> Task details
Your answer should consist of each line below that contains the string "note".

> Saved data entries
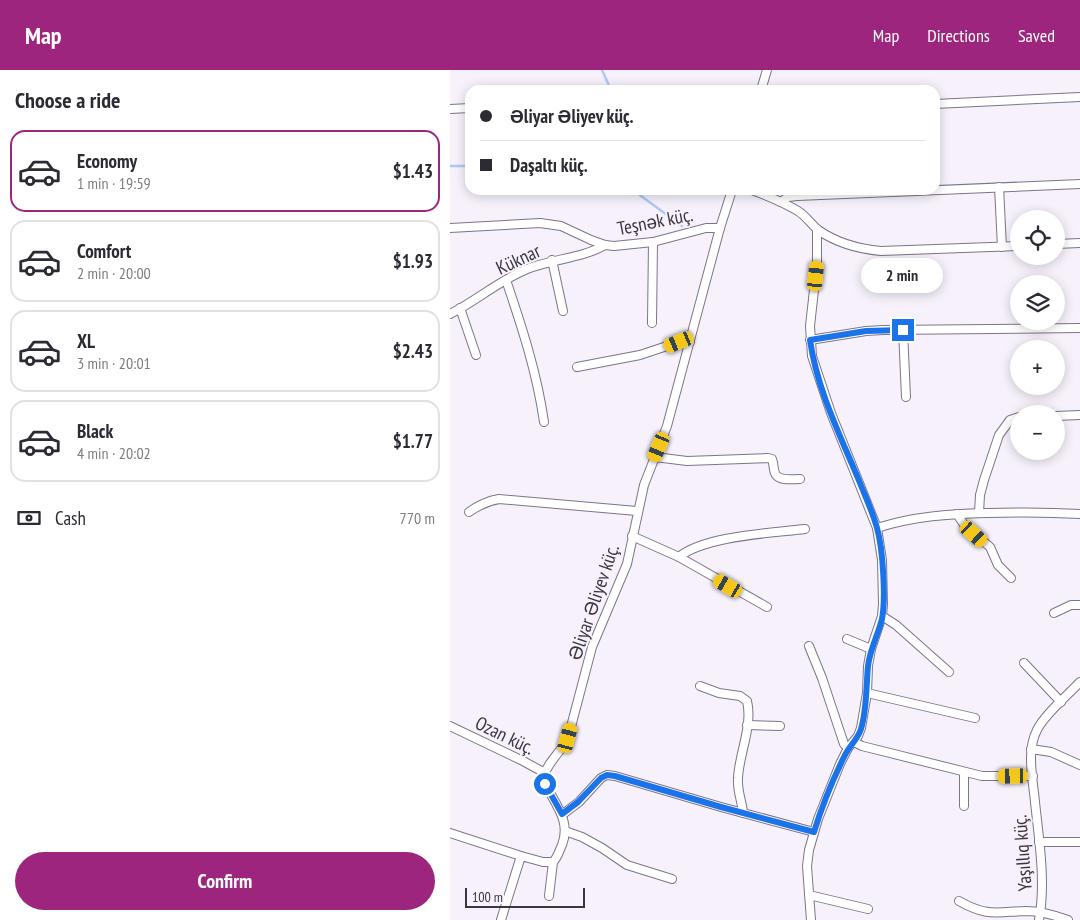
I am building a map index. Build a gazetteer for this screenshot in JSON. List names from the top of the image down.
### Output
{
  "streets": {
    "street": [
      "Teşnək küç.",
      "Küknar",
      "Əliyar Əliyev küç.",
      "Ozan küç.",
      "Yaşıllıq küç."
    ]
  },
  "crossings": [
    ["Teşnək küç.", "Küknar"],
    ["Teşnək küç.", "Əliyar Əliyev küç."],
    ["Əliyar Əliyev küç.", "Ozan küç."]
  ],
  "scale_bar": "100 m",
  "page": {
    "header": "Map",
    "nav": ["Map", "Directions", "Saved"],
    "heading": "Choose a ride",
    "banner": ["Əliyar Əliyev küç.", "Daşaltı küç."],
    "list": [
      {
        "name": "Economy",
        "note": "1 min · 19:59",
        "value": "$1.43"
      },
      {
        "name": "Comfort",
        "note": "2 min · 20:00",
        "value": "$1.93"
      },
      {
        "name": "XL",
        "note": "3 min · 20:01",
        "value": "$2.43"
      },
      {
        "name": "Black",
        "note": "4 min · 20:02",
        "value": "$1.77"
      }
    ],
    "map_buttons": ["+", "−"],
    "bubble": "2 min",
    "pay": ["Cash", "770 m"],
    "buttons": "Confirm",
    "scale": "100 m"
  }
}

> Solution
        "note": "1 min · 19:59",
        "note": "2 min · 20:00",
        "note": "3 min · 20:01",
        "note": "4 min · 20:02",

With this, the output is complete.